Proceed to generate the mesh. To limit the size of the model, each of the layers will use a different size that is driven by the wavelength of the slowest wave traveling through that layer divided by 1.5.
Mesh 1
Mapped 1
1
In the Mesh toolbar, click  Mapped.
2
In the Settings window for Mapped, locate the Domain Selection section.
3
From the Geometric entity level list, choose Domain.
4
Select Domains 1, 2, 14, and 15 only.
Size 1
1
Right-click Mapped 1 and choose Size.
2
In the Settings window for Size, locate the Element Size section.
3
Click the Custom button.
Use a slightly finer mesh in the outermost layer, as the Rayleigh waves are slightly slower than the shear waves.
4
Locate the Element Size Parameters section.
5
Select the Maximum element size check box. In the associated text field, type cs1/f0/2.0.
6
Select the Minimum element size check box. In the associated text field, type cs1/f0/2.0.
7
Click  Build Selected.
Size
1
In the Model Builder window, under Component 1 (comp1)>Mesh 1 click Size.
2
In the Settings window for Size, locate the Element Size section.
3
From the Predefined list, choose Coarser.
Convert 1
1
In the Mesh toolbar, click  Modify and choose Convert.
2
In the Settings window for Convert, click  Build Selected.
Free Triangular 1
In the Mesh toolbar, click  Free Triangular.
Size 1
1
Right-click Free Triangular 1 and choose Size.
2
In the Settings window for Size, locate the Geometric Entity Selection section.
3
From the Geometric entity level list, choose Domain.
4
Select Domains 3 and 13 only.
5
Locate the Element Size section. Click the Custom button.
6
Locate the Element Size Parameters section.
7
Select the Maximum element size check box. In the associated text field, type cs3(th1+th2)/f0/1.5.
Size 2
1
In the Model Builder window, right-click Free Triangular 1 and choose Size.
2
In the Settings window for Size, locate the Geometric Entity Selection section.
3
From the Geometric entity level list, choose Domain.
4
Select Domains 4 and 12 only.
5
Locate the Element Size section.
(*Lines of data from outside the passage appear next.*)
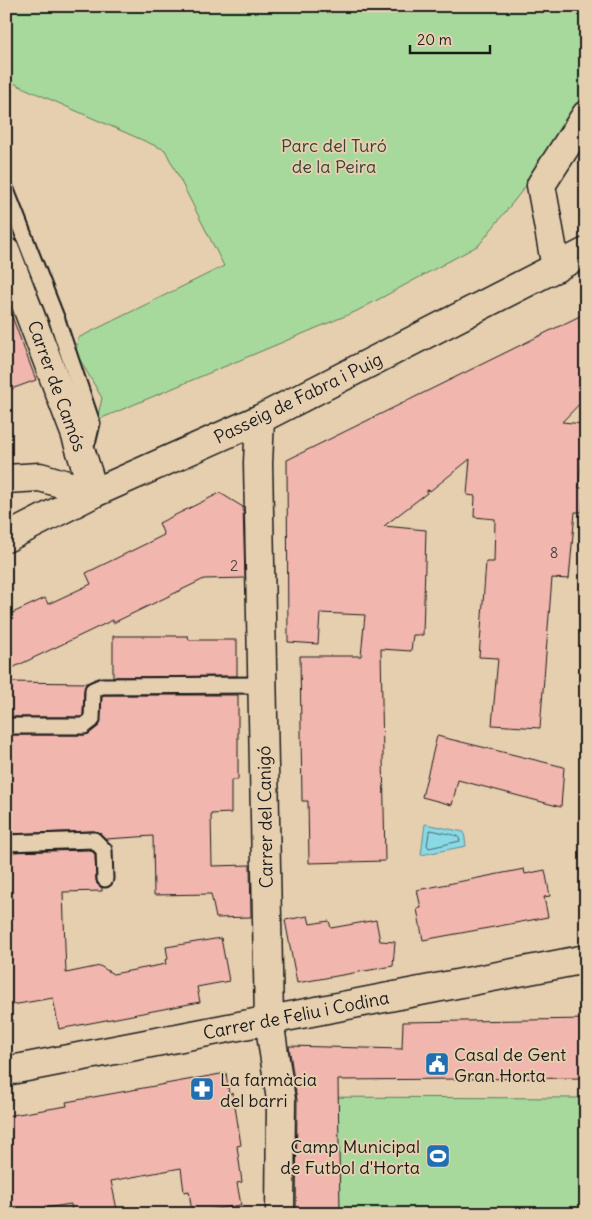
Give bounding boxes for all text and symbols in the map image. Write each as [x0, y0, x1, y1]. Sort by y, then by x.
scale bar [410, 22, 490, 54]
text: 20 m [417, 30, 452, 49]
park label: Parc del Turó de la Peira [281, 134, 387, 178]
street label: Carrer de Camós [23, 317, 91, 455]
street label: Passeig de Fabra i Puig [210, 347, 386, 449]
house number: 8 [550, 543, 558, 562]
house number: 2 [230, 556, 238, 575]
street label: Carrer del Canigó [252, 746, 278, 888]
street label: Carrer de Feliu i Codina [201, 986, 391, 1044]
place label: Casal de Gent Gran Horta [454, 1043, 566, 1087]
public building icon: Casal de Gent Gran Horta [424, 1051, 450, 1077]
place label: La farmàcia del barri [220, 1068, 317, 1112]
pharmacy icon: La farmàcia del barri [189, 1076, 215, 1102]
place label: Camp Municipal de Futbol d'Horta [280, 1135, 420, 1179]
sports icon: Camp Municipal de Futbol d'Horta [425, 1143, 451, 1169]

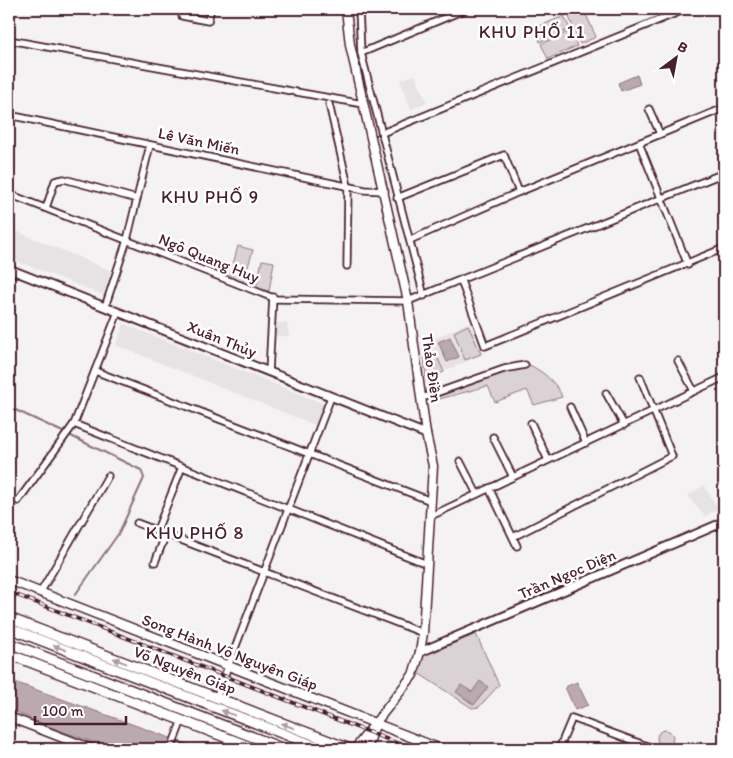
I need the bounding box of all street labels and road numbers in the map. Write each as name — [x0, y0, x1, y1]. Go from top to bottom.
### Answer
street label: Lê Văn Miến — [156, 123, 242, 159]
street label: Ngô Quang Huy — [156, 229, 263, 287]
street label: Xuân Thủy — [184, 316, 260, 362]
street label: Thảo Điền — [418, 332, 446, 404]
street label: Trần Ngọc Diện — [515, 545, 619, 603]
street label: Song Hành Võ Nguyên Giáp — [140, 610, 320, 694]
street label: Võ Nguyên Giáp — [131, 642, 239, 698]

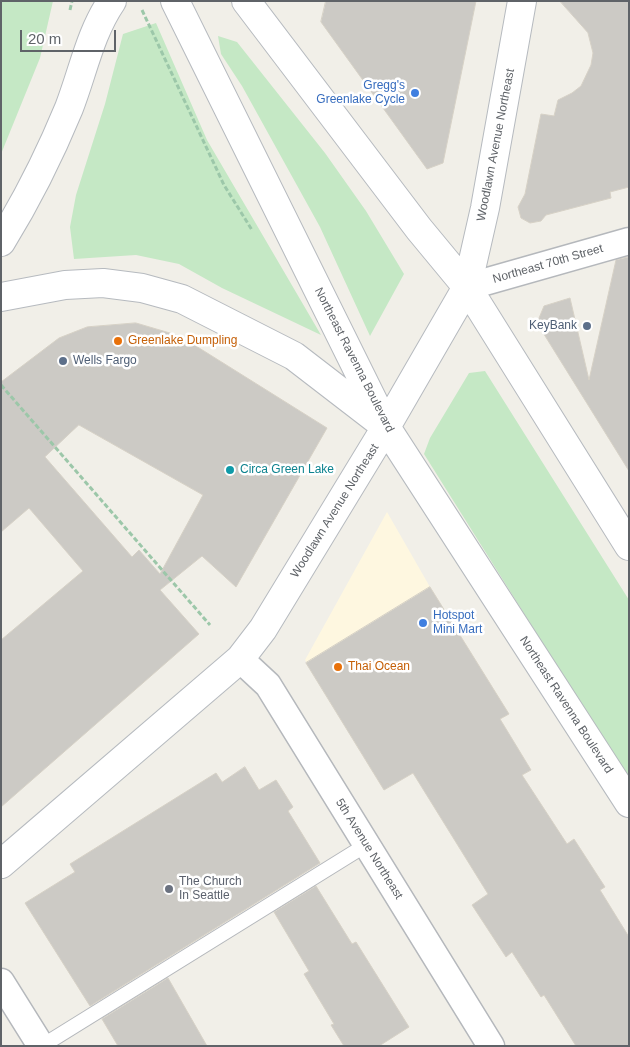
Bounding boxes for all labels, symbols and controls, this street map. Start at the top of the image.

Click the Custom button.
6
Locate the Element Size Parameters section.
7
Select the Maximum element size check box. In the associated text field, type cs4(th1+th2+th3)/f0/1.5.
Size 3
1
Right-click Free Triangular 1 and choose Size.
2
In the Settings window for Size, locate the Geometric Entity Selection section.
3
From the Geometric entity level list, choose Domain.
4
Select Domains 5 and 11 only.
5
Locate the Element Size section. Click the Custom button.
6
Locate the Element Size Parameters section.
7
Select the Maximum element size check box. In the associated text field, type cs5(th1+th2+th3+th4)/f0/1.5.
Size 4
1
Right-click Free Triangular 1 and choose Size.
2
In the Settings window for Size, locate the Geometric Entity Selection section.
3
From the Geometric entity level list, choose Domain.
4
Select Domains 6 and 10 only.
5
Locate the Element Size section. Click the Custom button.
6
Locate the Element Size Parameters section.
7
Select the Maximum element size check box. In the associated text field, type cp6(th1+th2+th3+th4+th5)/f0/1.5.
Size 5
1
Right-click Free Triangular 1 and choose Size.
2
In the Settings window for Size, locate the Geometric Entity Selection section.
3
From the Geometric entity level list, choose Domain.
4
Select Domains 7 and 9 only.
5
Locate the Element Size section. Click the Custom button.
6
Locate the Element Size Parameters section.
7
Select the Maximum element size check box. In the associated text field, type cs7(th1+th2+th3+th4+th5+th6)/f0/1.5.
Size 6
1
Right-click Free Triangular 1 and choose Size.
2
In the Settings window for Size, locate the Geometric Entity Selection section.
3
From the Geometric entity level list, choose Domain.
4
Select Domain 8 only.
5
Locate the Element Size section. Click the Custom button.
6
Locate the Element Size Parameters section.
7
Select the Maximum element size check box. In the associated text field, type cs8/f0/1.5.
8
Click  Build All.
The mesh should look like this.
Study 1
Step 1: Time Dependent
1
In the Model Builder window, under Study 1 click Step 1: Time Dependent.
2
In the Settings window for Time Dependent, locate the Study Settings section.
3
In the Output times text field, type range(0,100,1400).
4
In the Model Builder window, click Study 1.
5
In the Settings window for Study, locate the Study Settings section.
6
Clear the Generate default plots check box.
7
Clear the Generate convergence plots check box.
8
In the Study toolbar, click  Get Initial Value.
Results
1
In the Model Builder window, expand the Results>Datasets node, then click Results.
2
In the Settings window for Results, locate the Save Data in the Model section.
3
From the Save plot data list, choose On.
Study 1/Solution 1 (3) (sol1)
1
In the Model Builder window, under Results>Datasets right-click Study 1/Solution 1 (sol1) and choose Duplicate.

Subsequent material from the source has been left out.